Of course, I think I think that’s true for me and for everyone on our team. We can think about stories that we pitch that were minimized, we can think about working on projects or on stories with our colleagues and feeling humiliated. We can think about the times that we were just told no, without any real explanation. There’s so much and I think we talk about that too, as a team and just recognizing that, yes, we have the opportunity to do better. But we also have the opportunity, and actually, there’s this imperative to also set aside some of that baggage, to acknowledge that we’re not in those spaces anymore. We have this team with a shared mission and vision and hopefully we get to give each other the benefit of the doubt and recognize that the adversarial relationship or dynamic that we may have come from is not necessarily the one that we have to assume here. Feeling more like we’re collaborators in building this thing together versus feeling like we have to fight as hard as we did in the places that we came from.

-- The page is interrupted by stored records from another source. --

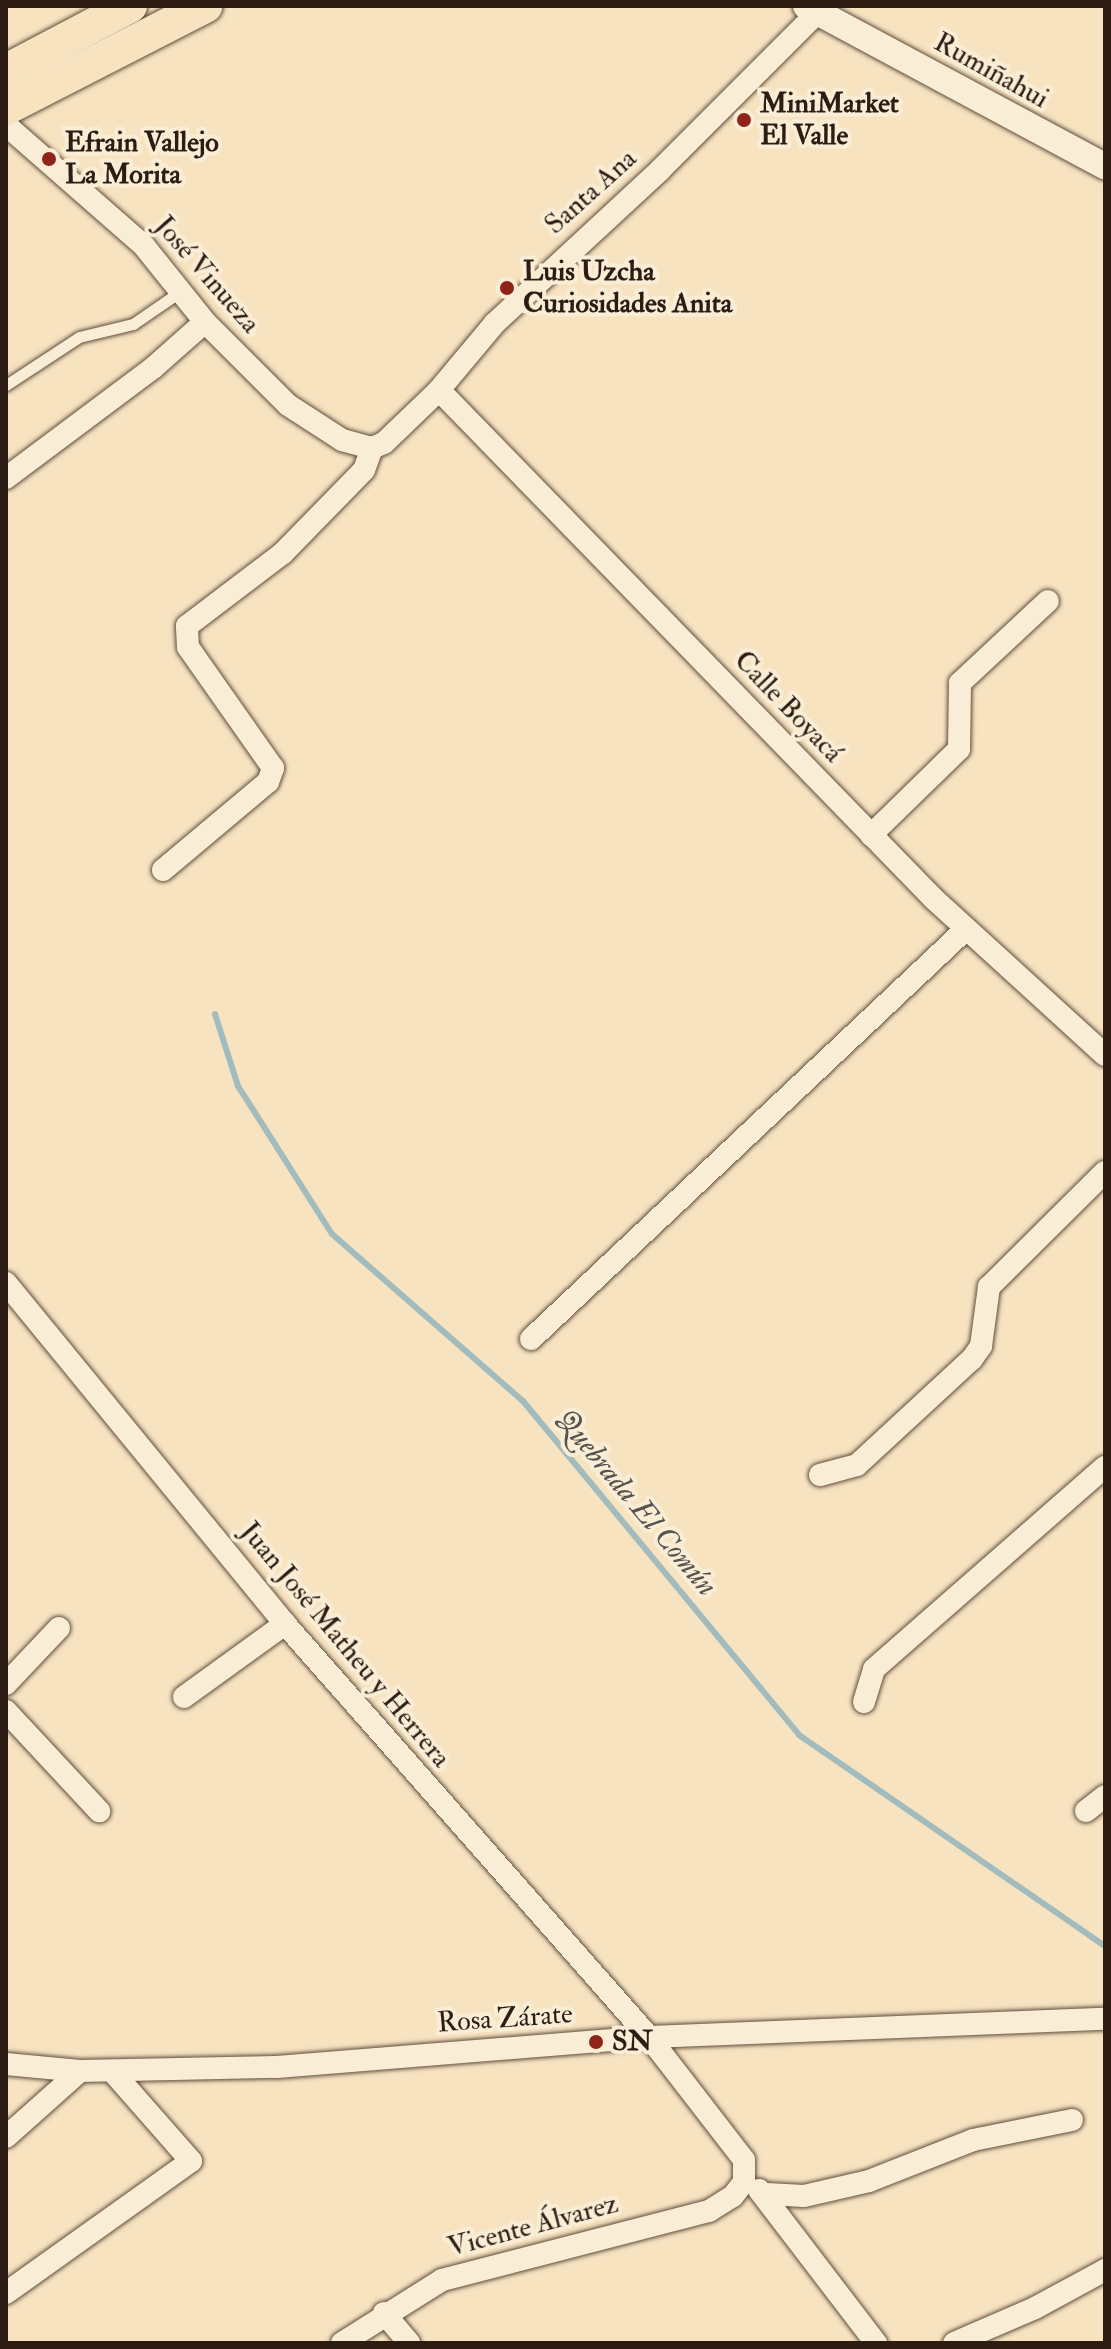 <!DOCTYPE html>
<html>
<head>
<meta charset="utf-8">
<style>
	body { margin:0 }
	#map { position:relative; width:1111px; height:2349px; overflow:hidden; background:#f7e3c0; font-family:"IM FELL Double Pica",serif }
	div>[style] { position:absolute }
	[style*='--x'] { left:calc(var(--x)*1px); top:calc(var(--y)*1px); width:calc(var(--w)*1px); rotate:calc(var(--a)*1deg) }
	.stream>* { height:6px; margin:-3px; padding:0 3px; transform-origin:3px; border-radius:3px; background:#a2bbbd }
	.roads { filter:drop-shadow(0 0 2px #604e3e) drop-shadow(0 0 2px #604e3e) }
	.service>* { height:11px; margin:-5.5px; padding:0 5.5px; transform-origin:5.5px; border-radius:5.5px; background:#faedd6 }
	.minor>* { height:22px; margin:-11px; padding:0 11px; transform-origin:11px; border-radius:11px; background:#faedd6 }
	.tertiary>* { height:26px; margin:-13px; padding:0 13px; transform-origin:13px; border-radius:13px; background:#faedd6 }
	.primary>* { height:34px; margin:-17px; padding:0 17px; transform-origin:17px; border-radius:17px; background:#f7e3c0 }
	.dots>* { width:22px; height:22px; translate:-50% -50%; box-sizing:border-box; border:4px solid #faedd6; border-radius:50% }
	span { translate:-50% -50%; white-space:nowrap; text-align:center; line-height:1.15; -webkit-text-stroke:8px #faedd6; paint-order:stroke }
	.street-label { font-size:28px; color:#2d1c13 }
	.poi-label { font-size:28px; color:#2d1c13; font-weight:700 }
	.left { translate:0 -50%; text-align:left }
	.water-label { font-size:30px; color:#56544e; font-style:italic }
	.frame { position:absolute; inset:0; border:8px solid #2d1c13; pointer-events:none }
</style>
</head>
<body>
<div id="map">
	<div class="stream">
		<div style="--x:215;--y:1014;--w:76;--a:72.3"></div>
		<div style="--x:238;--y:1086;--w:175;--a:57.6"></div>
		<div style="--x:332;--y:1234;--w:254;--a:41.2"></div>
		<div style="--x:523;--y:1401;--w:433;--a:50.4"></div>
		<div style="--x:799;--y:1735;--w:372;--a:34.6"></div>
	</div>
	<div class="roads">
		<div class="service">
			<div style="--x:6;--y:385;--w:87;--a:-33.3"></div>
			<div style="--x:79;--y:337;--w:56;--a:-13.5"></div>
			<div style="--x:133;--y:324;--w:58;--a:-34.5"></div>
		</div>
		<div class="minor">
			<div style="--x:6;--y:125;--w:184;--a:41.2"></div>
			<div style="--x:144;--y:246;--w:97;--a:51.2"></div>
			<div style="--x:205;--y:322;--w:117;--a:45"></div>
			<div style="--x:288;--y:405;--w:64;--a:32.9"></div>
			<div style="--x:342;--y:440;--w:31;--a:15"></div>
			<div style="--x:372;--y:448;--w:13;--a:-23"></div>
			<div style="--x:384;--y:443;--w:76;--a:-43.9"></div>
			<div style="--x:439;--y:390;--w:87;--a:-50.1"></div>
			<div style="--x:495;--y:323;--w:224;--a:-42.8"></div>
			<div style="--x:659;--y:171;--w:223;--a:-45"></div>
			<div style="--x:439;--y:390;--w:710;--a:45.8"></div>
			<div style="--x:934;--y:899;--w:231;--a:42.4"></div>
			<div style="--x:6;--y:478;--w:184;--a:-36.8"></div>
			<div style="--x:153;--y:368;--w:69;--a:-41.5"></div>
			<div style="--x:871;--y:835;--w:123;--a:-44.3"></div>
			<div style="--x:959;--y:749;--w:66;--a:-89.1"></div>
			<div style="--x:960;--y:683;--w:120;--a:-43"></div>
			<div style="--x:163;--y:870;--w:137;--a:-40"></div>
			<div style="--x:268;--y:782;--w:15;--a:-70"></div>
			<div style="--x:273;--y:768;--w:148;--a:-125.1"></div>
			<div style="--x:188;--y:647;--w:21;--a:-93"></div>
			<div style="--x:187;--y:626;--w:121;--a:-37.2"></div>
			<div style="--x:283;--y:553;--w:116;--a:-45.7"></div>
			<div style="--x:364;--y:470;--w:23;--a:-70"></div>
			<div style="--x:6;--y:1283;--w:441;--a:50.7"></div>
			<div style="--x:285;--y:1624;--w:551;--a:48.61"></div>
			<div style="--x:649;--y:2037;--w:155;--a:52.3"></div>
			<div style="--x:744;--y:2160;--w:22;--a:90"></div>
			<div style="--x:531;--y:1339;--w:596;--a:-43.3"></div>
			<div style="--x:820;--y:1475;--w:38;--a:-15"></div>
			<div style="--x:857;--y:1465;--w:156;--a:-42.7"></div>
			<div style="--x:972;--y:1359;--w:16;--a:-55"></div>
			<div style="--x:981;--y:1346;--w:60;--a:-82.3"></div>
			<div style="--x:989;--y:1287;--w:163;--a:-44.8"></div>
			<div style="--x:6;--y:1684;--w:77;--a:-46.6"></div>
			<div style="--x:184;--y:1697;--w:125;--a:-35.9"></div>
			<div style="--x:864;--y:1702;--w:34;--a:-73"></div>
			<div style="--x:874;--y:1669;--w:307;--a:-41.2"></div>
			<div style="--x:6;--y:1711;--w:137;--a:47.1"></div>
			<div style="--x:1086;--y:1811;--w:24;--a:-38"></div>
			<div style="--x:6;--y:2064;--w:74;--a:5.4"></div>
			<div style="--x:80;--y:2071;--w:197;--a:-1.2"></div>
			<div style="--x:277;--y:2067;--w:373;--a:-4.6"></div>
			<div style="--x:649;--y:2037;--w:456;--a:-2.3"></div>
			<div style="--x:6;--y:2137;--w:99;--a:-41.7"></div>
			<div style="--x:759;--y:2190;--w:193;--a:52.6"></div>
			<div style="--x:767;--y:2194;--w:37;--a:3"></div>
			<div style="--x:804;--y:2196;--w:67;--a:-13"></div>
			<div style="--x:869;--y:2181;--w:112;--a:-21.5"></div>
			<div style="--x:973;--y:2140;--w:101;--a:-11.4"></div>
			<div style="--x:6;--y:2293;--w:227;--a:-35.5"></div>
			<div style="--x:191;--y:2161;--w:120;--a:-131.3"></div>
			<div style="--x:384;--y:2313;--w:39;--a:50"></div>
			<div style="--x:342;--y:2343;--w:118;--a:-32.2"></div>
			<div style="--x:442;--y:2280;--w:276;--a:-14.5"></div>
			<div style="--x:709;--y:2211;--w:28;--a:-32"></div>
			<div style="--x:733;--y:2196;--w:18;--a:-52"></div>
			<div style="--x:954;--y:2343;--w:88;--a:-23.4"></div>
			<div style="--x:1035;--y:2308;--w:80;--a:-28.5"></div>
		</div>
		<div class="tertiary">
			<div style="--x:806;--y:6;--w:339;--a:28.2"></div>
		</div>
		<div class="primary">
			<div style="--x:6;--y:71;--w:140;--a:-27.7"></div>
			<div style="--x:6;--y:108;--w:224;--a:-27.1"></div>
		</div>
	</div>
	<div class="dots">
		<div style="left:744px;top:120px;background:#8f2418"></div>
		<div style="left:49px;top:159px;background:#8f2418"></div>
		<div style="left:507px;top:288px;background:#8f2418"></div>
		<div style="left:596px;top:2042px;background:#8f2418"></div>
	</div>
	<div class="street-label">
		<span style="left:991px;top:71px;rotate:29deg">Rumiñahui</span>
		<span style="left:591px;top:192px;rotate:-42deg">Santa Ana</span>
		<span style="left:207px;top:275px;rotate:49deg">José Vinueza</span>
		<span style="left:788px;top:707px;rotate:46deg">Calle Boyacá</span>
		<span style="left:345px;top:1645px;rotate:50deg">Juan José Matheu y Herrera</span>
		<span style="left:505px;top:2019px;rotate:-4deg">Rosa Zárate</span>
		<span style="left:533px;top:2226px;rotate:-15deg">Vicente Álvarez</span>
	</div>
	<div class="poi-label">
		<span class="left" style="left:760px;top:120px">MiniMarket<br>El Valle</span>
		<span class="left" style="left:65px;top:159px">Efrain Vallejo<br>La Morita</span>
		<span class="left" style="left:523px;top:288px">Luis Uzcha<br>Curiosidades Anita</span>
		<span class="left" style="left:612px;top:2042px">SN</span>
	</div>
	<div class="water-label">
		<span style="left:636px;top:1503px;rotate:50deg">Quebrada El Común</span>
	</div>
	<div class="frame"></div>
</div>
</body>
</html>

Do you mentor other women? What’s your approach to mentorship? 

The most common is probably just speaking to journalism students — these are my favorite speaking events to do, in all honesty. This is the generation that’s going to be creating new story forms, new business models, new ways of building trust and relationships with audiences without all of the baggage of legacy media. Any chance I am able to engage with students I take. Emma Carew Grovum is also a total inspiration on this front, and with her encouragement, I started holding office hours for free “LinkedIn makeovers” shortly after the pandemic started. It’s been a great way to meet journalists I might not have the opportunity to otherwise, and something I’m hoping to do more of as the firehose of startup mode settles down a bit more. 

Publishers are looking for new, sustainable business practices given the ever-changing nature of the journalism industry. In what ways do you think business changes can lead to cultural changes within the industry? How do you see yourself taking advantage of these changes to create a more equitable environment for women in journalism? 

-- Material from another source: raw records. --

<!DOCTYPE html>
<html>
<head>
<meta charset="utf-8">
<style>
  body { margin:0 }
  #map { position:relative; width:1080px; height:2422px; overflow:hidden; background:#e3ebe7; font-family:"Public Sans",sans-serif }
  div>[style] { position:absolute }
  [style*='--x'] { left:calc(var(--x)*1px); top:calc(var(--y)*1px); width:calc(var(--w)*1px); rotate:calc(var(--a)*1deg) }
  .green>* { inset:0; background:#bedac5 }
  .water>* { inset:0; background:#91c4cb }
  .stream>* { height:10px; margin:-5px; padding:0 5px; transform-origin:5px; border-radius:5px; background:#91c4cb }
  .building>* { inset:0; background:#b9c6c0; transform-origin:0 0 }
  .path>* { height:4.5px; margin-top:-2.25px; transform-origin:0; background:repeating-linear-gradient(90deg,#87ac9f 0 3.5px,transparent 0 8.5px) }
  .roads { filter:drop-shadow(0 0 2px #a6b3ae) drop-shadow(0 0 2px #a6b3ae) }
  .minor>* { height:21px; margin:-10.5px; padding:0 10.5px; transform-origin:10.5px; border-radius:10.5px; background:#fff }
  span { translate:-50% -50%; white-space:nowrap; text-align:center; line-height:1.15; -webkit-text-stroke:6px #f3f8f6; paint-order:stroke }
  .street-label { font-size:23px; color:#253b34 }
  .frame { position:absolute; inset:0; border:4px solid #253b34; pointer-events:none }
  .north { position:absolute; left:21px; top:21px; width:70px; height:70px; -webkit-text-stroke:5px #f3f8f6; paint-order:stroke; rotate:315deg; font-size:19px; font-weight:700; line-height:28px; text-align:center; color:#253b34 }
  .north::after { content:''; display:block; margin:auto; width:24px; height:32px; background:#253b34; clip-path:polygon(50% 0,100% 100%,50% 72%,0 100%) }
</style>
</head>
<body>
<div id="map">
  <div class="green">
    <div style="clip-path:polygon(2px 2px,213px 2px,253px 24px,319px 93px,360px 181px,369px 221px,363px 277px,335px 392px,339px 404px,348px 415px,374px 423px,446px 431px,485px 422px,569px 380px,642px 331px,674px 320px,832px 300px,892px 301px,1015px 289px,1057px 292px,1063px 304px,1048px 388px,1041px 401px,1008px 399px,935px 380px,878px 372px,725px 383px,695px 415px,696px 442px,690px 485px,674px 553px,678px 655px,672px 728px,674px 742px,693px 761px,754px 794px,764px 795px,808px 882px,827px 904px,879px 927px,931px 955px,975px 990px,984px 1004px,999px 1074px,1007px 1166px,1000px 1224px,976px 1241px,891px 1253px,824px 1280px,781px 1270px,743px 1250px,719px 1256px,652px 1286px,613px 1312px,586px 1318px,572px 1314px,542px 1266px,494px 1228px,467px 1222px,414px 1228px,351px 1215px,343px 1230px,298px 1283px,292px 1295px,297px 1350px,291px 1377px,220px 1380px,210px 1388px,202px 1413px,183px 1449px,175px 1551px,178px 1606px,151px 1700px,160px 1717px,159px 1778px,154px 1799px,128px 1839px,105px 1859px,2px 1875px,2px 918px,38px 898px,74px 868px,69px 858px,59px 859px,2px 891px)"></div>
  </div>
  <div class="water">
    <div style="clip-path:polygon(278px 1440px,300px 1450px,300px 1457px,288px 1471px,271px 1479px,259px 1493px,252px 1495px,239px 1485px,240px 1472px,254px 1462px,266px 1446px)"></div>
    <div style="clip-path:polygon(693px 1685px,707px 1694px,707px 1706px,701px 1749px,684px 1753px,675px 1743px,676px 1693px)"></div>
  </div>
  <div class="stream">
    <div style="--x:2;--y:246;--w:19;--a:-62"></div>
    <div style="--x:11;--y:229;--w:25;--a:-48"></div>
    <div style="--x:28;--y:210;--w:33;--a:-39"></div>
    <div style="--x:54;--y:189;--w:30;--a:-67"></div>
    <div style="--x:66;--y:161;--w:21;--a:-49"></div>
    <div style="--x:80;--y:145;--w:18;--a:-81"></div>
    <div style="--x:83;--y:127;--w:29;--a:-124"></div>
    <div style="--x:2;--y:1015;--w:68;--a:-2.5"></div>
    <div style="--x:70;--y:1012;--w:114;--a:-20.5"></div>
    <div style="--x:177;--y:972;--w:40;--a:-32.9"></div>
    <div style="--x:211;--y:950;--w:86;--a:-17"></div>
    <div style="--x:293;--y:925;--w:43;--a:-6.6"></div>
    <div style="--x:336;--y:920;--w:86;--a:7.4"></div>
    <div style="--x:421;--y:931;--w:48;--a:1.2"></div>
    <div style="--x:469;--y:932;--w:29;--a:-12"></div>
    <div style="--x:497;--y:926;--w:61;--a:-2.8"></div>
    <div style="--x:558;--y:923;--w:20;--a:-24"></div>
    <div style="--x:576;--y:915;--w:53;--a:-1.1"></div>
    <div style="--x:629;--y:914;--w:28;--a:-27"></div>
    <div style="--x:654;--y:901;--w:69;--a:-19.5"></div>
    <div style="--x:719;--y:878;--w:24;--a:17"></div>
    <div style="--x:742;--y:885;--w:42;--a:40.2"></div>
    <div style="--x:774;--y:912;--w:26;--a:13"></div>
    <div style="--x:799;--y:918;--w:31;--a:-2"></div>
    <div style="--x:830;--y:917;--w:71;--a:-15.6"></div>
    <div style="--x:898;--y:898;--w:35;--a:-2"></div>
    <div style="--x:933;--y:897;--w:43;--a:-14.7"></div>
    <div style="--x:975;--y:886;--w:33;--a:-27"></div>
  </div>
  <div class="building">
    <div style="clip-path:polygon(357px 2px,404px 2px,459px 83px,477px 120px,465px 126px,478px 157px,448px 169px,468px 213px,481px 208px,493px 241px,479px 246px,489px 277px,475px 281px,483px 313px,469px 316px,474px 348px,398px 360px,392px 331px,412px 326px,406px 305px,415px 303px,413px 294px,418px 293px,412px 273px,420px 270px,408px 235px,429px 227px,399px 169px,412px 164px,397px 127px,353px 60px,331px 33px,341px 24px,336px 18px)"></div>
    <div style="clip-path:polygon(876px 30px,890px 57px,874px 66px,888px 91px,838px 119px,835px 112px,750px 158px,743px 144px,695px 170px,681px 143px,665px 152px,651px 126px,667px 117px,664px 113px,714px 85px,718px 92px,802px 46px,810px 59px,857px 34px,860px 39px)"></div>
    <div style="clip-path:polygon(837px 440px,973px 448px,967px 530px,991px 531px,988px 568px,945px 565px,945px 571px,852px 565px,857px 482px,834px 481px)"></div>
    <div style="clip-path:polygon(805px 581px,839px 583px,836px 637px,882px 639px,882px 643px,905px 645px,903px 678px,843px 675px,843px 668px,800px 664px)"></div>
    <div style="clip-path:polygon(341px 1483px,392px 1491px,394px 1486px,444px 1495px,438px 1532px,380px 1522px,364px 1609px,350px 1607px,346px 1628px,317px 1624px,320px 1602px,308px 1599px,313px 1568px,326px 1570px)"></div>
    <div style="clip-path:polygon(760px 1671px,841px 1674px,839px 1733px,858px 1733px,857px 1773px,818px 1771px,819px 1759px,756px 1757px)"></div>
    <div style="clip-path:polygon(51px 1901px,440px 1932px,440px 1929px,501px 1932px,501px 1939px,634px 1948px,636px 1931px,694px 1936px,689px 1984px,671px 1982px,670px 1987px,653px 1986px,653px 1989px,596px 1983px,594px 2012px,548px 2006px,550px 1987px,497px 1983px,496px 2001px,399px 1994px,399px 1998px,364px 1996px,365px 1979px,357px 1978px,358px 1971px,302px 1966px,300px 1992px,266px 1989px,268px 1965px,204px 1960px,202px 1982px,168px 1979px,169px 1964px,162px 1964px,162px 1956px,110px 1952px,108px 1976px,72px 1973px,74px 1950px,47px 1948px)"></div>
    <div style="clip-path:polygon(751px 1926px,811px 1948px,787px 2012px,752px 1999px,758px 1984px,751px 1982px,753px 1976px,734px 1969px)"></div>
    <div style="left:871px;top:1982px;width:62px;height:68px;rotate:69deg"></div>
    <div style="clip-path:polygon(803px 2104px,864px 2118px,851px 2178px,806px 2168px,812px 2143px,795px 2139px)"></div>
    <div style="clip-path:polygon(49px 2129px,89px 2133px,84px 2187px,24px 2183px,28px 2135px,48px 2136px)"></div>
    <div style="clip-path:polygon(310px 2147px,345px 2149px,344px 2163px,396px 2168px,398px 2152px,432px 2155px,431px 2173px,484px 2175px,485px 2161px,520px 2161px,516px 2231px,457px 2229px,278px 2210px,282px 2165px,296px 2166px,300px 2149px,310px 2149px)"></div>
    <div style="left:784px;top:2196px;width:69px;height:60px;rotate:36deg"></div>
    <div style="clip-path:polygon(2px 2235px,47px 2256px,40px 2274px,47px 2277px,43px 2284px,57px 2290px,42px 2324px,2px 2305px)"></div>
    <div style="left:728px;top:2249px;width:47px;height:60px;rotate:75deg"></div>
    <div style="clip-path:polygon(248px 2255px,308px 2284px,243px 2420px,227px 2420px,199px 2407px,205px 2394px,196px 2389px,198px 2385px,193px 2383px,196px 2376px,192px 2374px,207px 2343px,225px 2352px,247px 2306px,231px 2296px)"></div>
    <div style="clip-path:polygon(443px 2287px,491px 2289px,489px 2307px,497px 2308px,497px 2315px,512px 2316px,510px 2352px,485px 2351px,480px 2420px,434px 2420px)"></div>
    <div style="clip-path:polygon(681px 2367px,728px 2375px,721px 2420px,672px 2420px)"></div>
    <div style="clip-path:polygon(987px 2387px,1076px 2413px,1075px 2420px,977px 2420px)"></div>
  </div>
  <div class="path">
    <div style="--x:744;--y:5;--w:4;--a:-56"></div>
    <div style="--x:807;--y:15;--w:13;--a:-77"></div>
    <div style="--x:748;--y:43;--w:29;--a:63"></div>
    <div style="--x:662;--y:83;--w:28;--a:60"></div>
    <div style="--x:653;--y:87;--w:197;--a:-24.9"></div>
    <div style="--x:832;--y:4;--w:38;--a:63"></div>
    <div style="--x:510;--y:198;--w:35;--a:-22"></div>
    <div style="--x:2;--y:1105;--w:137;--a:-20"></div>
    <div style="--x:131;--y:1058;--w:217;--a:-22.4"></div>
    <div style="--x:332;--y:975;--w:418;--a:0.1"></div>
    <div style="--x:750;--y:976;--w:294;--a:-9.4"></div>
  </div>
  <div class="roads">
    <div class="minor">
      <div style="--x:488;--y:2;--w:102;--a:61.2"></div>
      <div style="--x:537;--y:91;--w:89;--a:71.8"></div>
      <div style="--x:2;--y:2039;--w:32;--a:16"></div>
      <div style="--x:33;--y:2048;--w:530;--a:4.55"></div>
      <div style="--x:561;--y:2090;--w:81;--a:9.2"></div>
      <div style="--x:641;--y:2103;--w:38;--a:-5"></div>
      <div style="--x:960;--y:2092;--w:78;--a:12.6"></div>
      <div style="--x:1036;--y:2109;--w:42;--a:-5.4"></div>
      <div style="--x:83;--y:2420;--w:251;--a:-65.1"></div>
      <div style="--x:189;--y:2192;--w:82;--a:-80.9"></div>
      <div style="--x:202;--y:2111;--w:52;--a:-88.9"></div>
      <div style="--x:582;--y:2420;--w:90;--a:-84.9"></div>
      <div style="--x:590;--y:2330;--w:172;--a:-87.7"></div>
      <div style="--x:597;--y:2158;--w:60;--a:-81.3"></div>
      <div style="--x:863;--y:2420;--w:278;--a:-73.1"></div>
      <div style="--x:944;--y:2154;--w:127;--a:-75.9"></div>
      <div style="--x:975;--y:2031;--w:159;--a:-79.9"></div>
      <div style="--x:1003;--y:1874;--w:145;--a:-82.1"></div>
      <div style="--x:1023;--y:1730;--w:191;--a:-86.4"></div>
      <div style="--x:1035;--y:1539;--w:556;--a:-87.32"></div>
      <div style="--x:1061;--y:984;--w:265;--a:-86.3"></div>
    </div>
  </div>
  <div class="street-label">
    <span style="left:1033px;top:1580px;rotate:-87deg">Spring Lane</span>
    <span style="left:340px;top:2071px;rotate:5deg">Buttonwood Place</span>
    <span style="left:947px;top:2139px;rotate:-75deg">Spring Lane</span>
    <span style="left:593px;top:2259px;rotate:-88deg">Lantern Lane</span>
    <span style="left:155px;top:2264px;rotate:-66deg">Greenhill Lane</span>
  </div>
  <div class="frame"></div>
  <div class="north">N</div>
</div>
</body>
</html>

The rise of nonprofit news organizations is creating more opportunities for smaller publishers to serve niche audiences without the same growth pressures that come with for-profit models. Investment from foundations and philanthropic institutions is particularly critical in the local news space, where we see a direct connection between a community’s level of civic engagement and the health of local news organizations. That being said, there needs to be more resourcing in newsrooms for the kind of professional development, benefits and operational support that our teams need to feel supported in their work — particularly [for] women and folks from marginalized communities. When newsrooms are struggling to stave off layoffs and cutbacks, these are often the first things to get cut from budgets. But they’re also important for the long term sustainability of our news organizations. 

What do you hope for the next generation of young women entering the journalism field? What would you like that space to be like? 

My hope for the next generation, including women, BIPOC and LGBTQ+ journalists, is that they have to fight less within their own news organizations to be seen and heard, to be compensated fairly and to be valued as whole people. We have so much hard work to tackle around the journalism itself, holding the powerful to account, examining systemic inequities and unearthing solutions to these problems, ensuring that communities see themselves fully in our coverage. I just hope we manage to make our newsrooms safer and more supportive places for the next generation of journalists to be doing their best work without so much internal opposition and strife. We can’t live our values through headlines alone. We live them in the ways we go about doing the work. This generation of journalists knows this and wants to see our values better aligned with their experience in this industry.